Scott Morrison says he wants to live in a society where women are respected, calling on Australians to "respect, protect and reflect".
"Because from the disrespect of women or failure to respect women, all the other challenges flow," the prime minister told an International Women's Day event in Canberra on Thursday.
"Violence, discrimination, deprivation, abuse, assault, lack of recognition, not hearing.

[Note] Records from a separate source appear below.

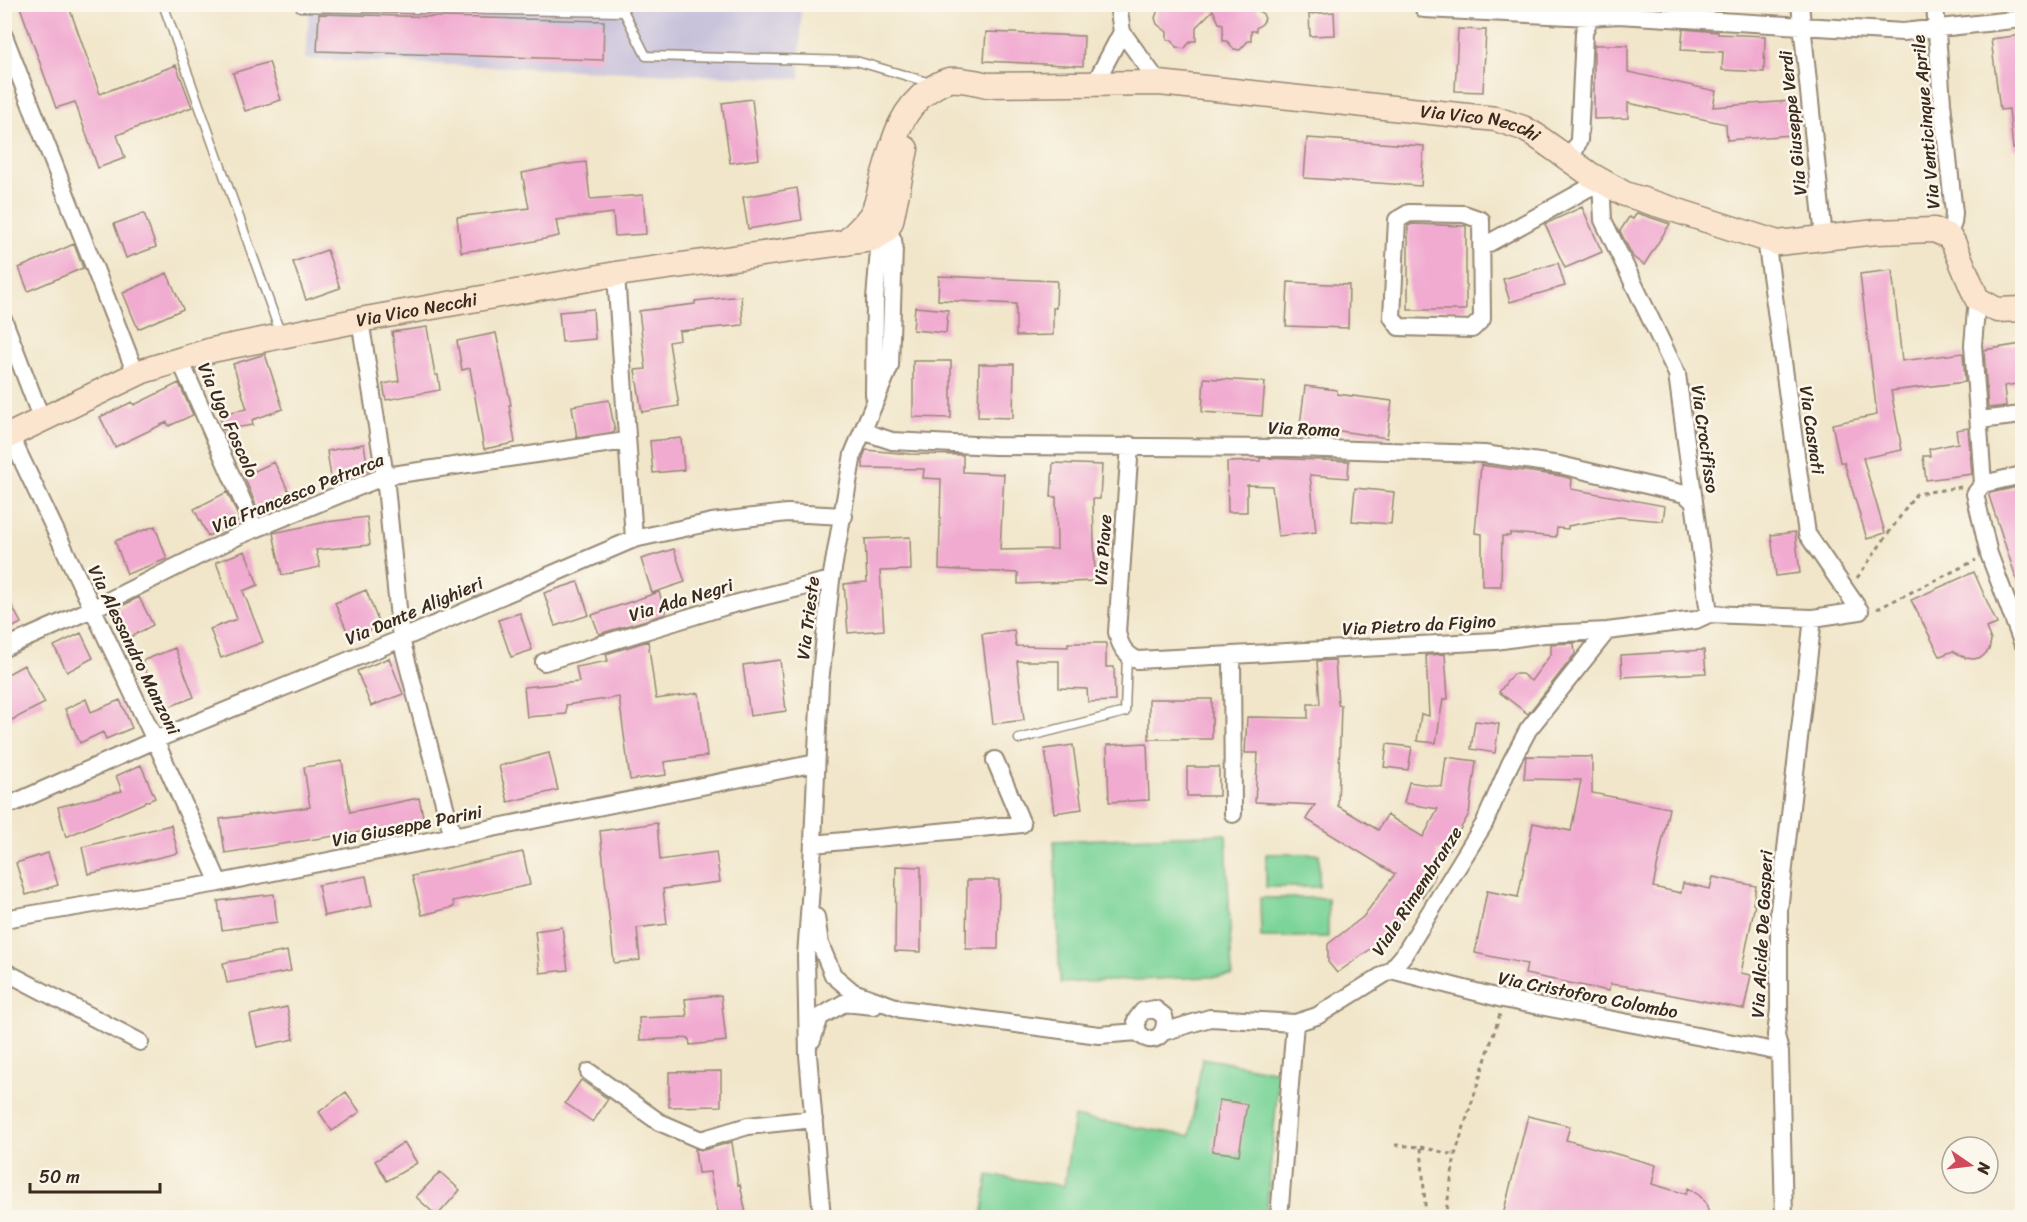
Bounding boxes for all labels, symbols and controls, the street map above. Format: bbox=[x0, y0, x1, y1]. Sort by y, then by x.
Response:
street label: Via Venticinque Aprile bbox=[1902, 33, 1950, 210]
street label: Via Giuseppe Verdi bbox=[1769, 48, 1817, 197]
street label: Via Vico Necchi bbox=[1419, 95, 1548, 151]
street label: Via Vico Necchi bbox=[354, 283, 481, 336]
street label: Via Ugo Foscolo bbox=[188, 357, 268, 483]
street label: Via Crocifisso bbox=[1682, 383, 1728, 495]
street label: Via Casnati bbox=[1790, 384, 1834, 477]
street label: Via Roma bbox=[1267, 412, 1341, 446]
street label: Via Francesco Petrarca bbox=[207, 443, 390, 542]
street label: Via Piave bbox=[1085, 513, 1121, 587]
street label: Via Alessandro Manzoni bbox=[79, 559, 190, 741]
street label: Via Dante Alighieri bbox=[340, 567, 489, 655]
street label: Via Ada Negri bbox=[625, 569, 738, 631]
street label: Via Trieste bbox=[787, 575, 829, 661]
street label: Via Pietro da Figino bbox=[1341, 605, 1497, 645]
street label: Via Giuseppe Parini bbox=[329, 796, 486, 856]
street label: Viale Rimembranze bbox=[1363, 819, 1471, 963]
street label: Via Alcide De Gasperi bbox=[1742, 848, 1782, 1019]
street label: Via Cristoforo Colombo bbox=[1495, 962, 1681, 1028]
north arrow bbox=[1940, 1135, 2000, 1195]
scale bar bbox=[30, 1156, 160, 1194]
text: N bbox=[1968, 1159, 2000, 1178]
text: 50 m bbox=[39, 1161, 80, 1193]

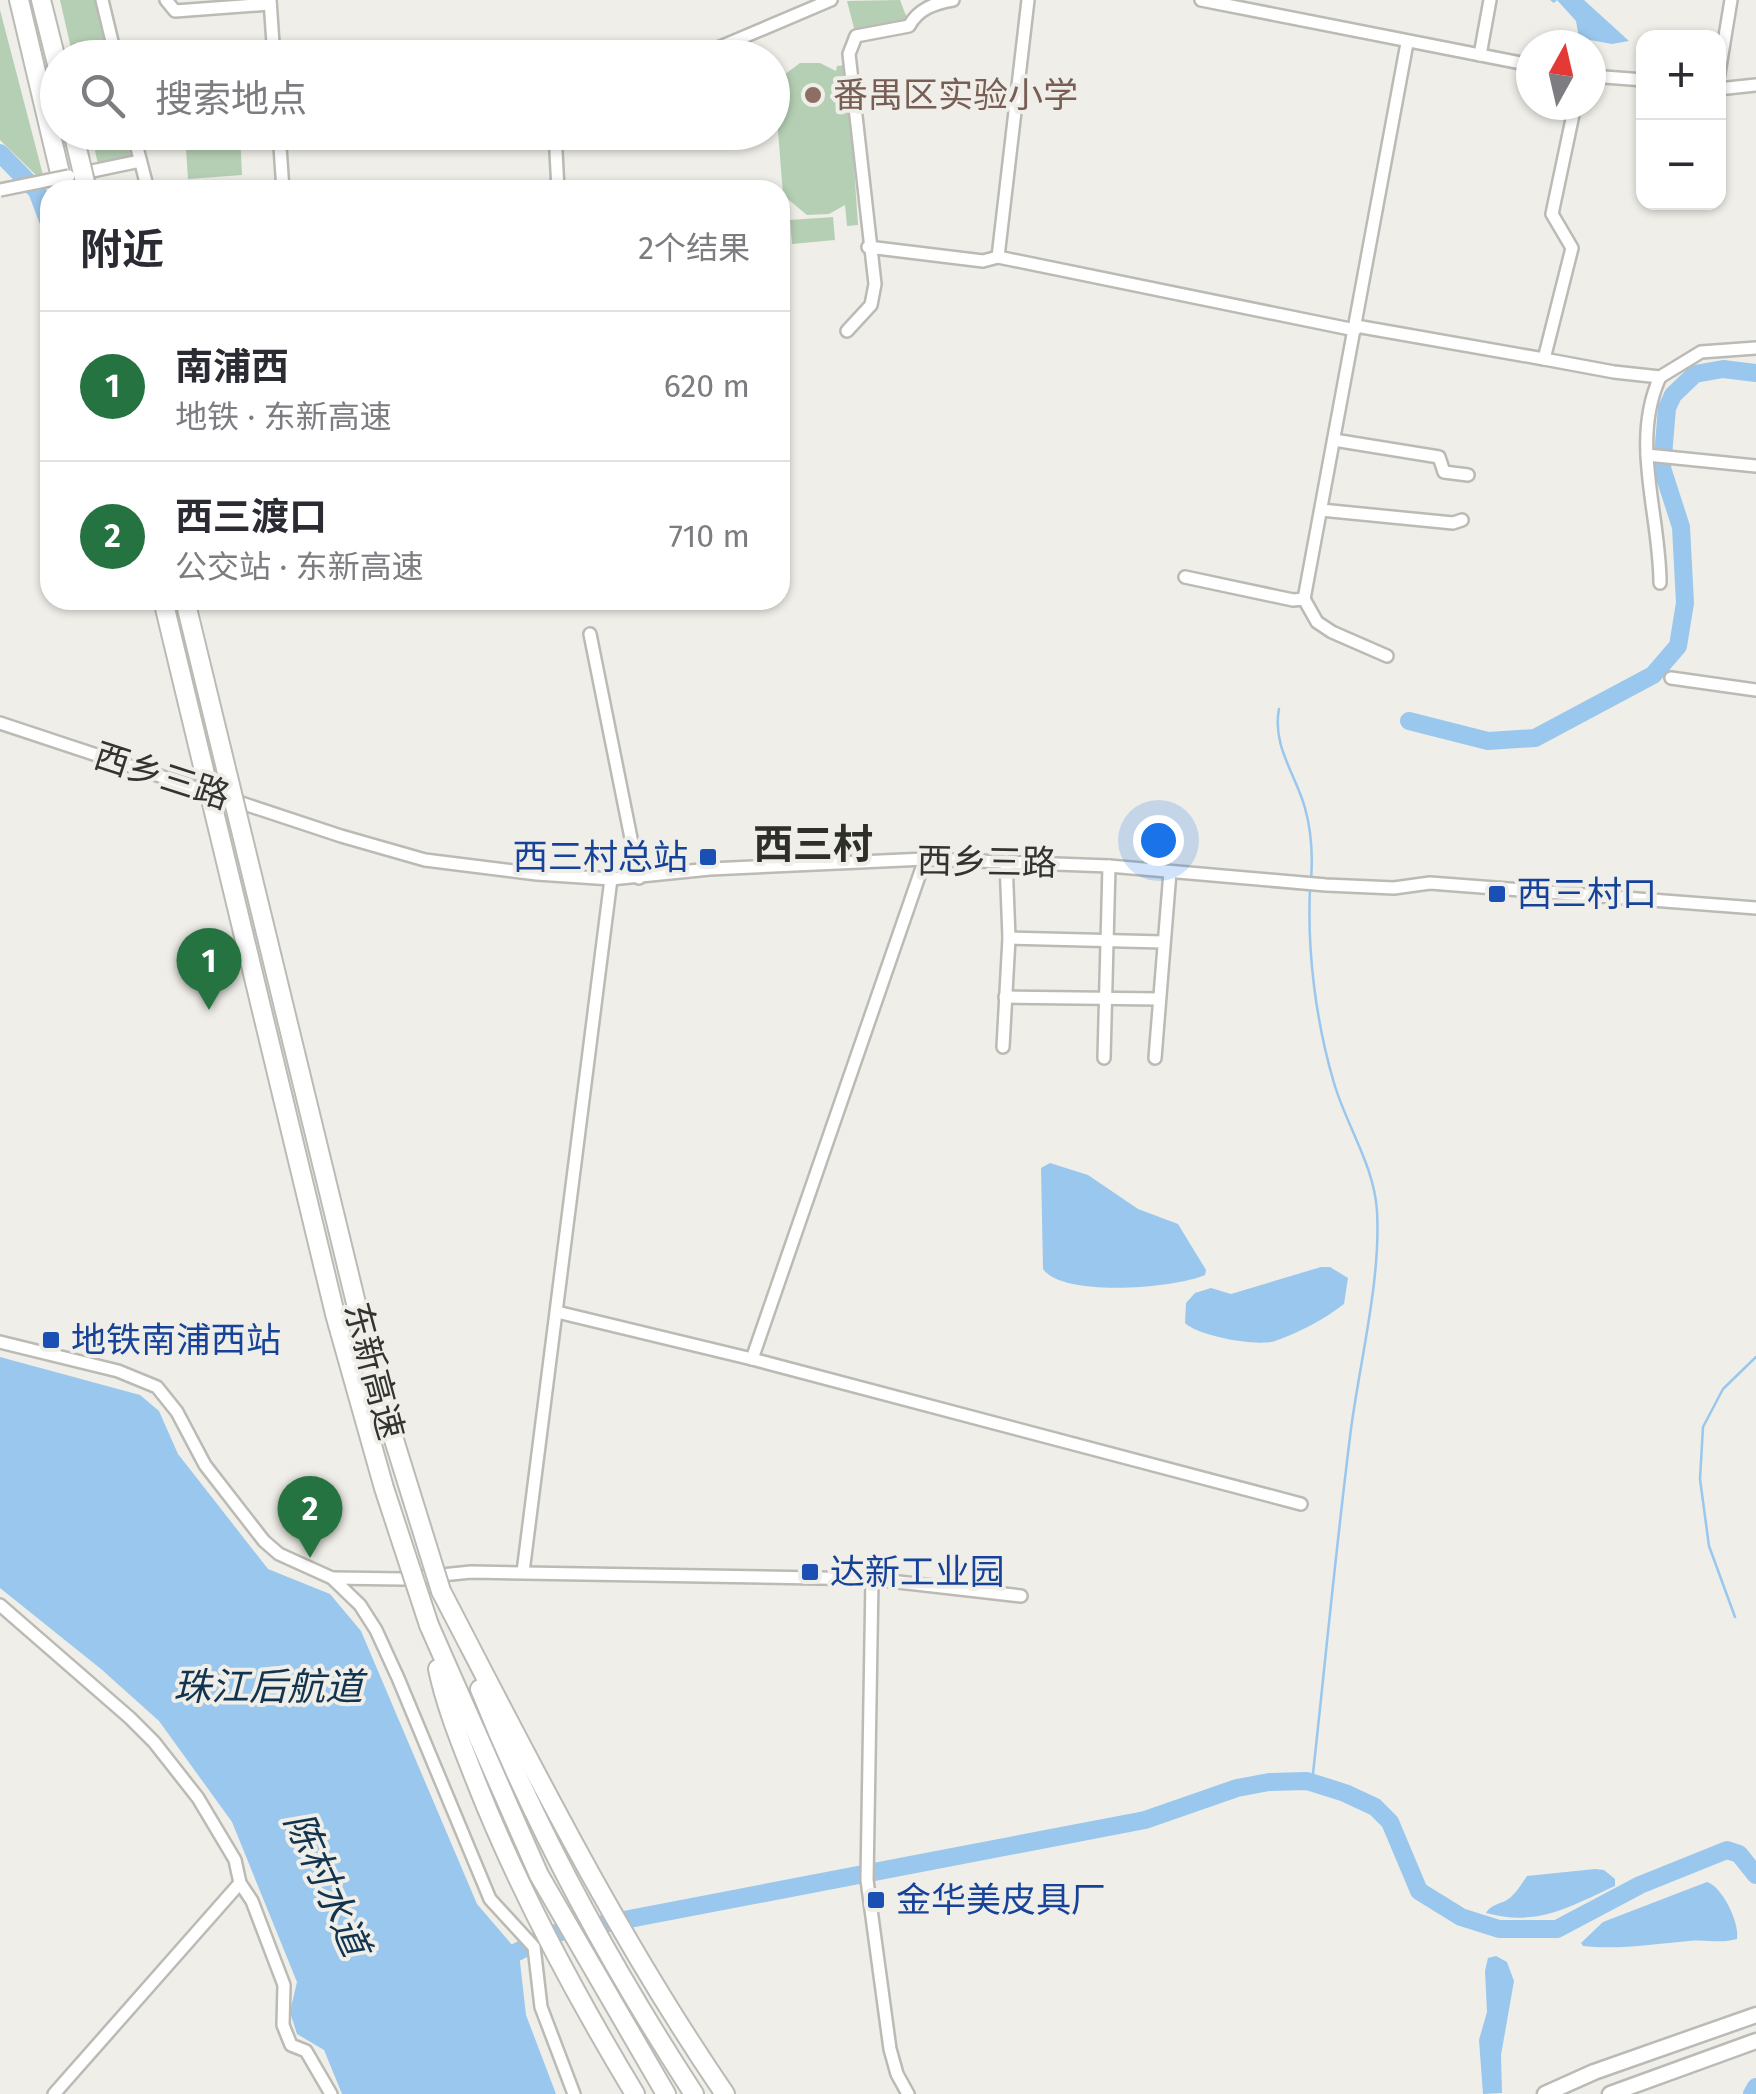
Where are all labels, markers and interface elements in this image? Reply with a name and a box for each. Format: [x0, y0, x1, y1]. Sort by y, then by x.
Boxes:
north arrow [1516, 30, 1606, 120]
map controls [1636, 30, 1726, 210]
button: + [1636, 30, 1726, 120]
search box [40, 40, 790, 150]
icon: search [75, 68, 130, 123]
place label: 番禺区实验小学 [833, 74, 1078, 116]
text: 搜索地点 [155, 76, 307, 122]
marker: 番禺区实验小学 [802, 84, 824, 106]
button: − [1636, 120, 1726, 210]
text: 附近 [80, 225, 164, 275]
text: 2个结果 [638, 229, 750, 267]
text: 南浦西 [175, 344, 289, 390]
text: 1 [105, 367, 120, 405]
text: 620 m [664, 367, 750, 405]
text: 地铁 · 东新高速 [175, 398, 392, 436]
text: 西三渡口 [175, 494, 327, 540]
text: 2 [104, 517, 121, 555]
text: 710 m [669, 517, 750, 555]
text: 公交站 · 东新高速 [175, 548, 424, 586]
street label: 西乡三路 [89, 734, 235, 818]
your location [1133, 815, 1184, 866]
district label: 西三村 [753, 821, 873, 869]
place label: 西三村总站 [513, 836, 688, 878]
street label: 西乡三路 [917, 840, 1057, 884]
marker: 西三村总站 [697, 846, 719, 868]
place label: 西三村口 [1517, 873, 1657, 915]
marker: 西三村口 [1486, 883, 1508, 905]
pin: 1 [176, 928, 242, 1010]
street label: 东新高速 [336, 1298, 412, 1444]
place label: 地铁南浦西站 [71, 1319, 281, 1361]
marker: 地铁南浦西站 [40, 1329, 62, 1351]
pin: 2 [278, 1476, 342, 1558]
place label: 达新工业园 [830, 1551, 1005, 1593]
marker: 达新工业园 [799, 1561, 821, 1583]
water label: 珠江后航道 [173, 1664, 368, 1710]
water label: 陈村水道 [275, 1805, 381, 1967]
place label: 金华美皮具厂 [896, 1879, 1106, 1921]
marker: 金华美皮具厂 [865, 1889, 887, 1911]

It all starts with the failure of respect for women."
Acknowledging the allegations by Brittany Higgins and three other women about sexual assault by a Liberal staffer, he said it had been a very traumatic few weeks for the people who work in parliament.
"But even more traumatic obviously for those who are subject to those issues."
Mr Morrison said there was no substitute for the rule of law as one of the key protections for women.
He says progress is occurring and urged the party leaders, politicians of all stripes and top bureaucrats in the room not to become despondent about failures.
"Let's not forget the amazing work, particularly of women serving in the front lines of our health systems, our emergency services systems, and thank them and reflect on the fact that we are a nation that is blessed by strong women over our history," he said.
Head of United Nations Women Australia Janelle Weissman, host of the event, said she was distressed at the allegations of rape inside Parliament House and welcomed the investigations.
"No one should have to choose between earning an income and being safe," she said.
"There is no excuse for violence against women."
Opposition Leader Anthony Albanese said the past few weeks were a stark reminder of how much there was still to do to fix inequality.
He also said it was heartbreaking that Ms Higgins had to give up her dream job.
"We cannot let this building be the blight on the hill," Mr Albanese said.
He wants structural change in the tax system that brings disincentives for women working and backs affordable child-care as another important solution.
"If you fix it, you fix productivity. You don't have that handbrake that is there."
Auntie Violet, during her Welcome to Country, pointed out the issue of women in leadership "isn't just about the high flyers".
"Without women leading in communities we wouldn't have as much as we do."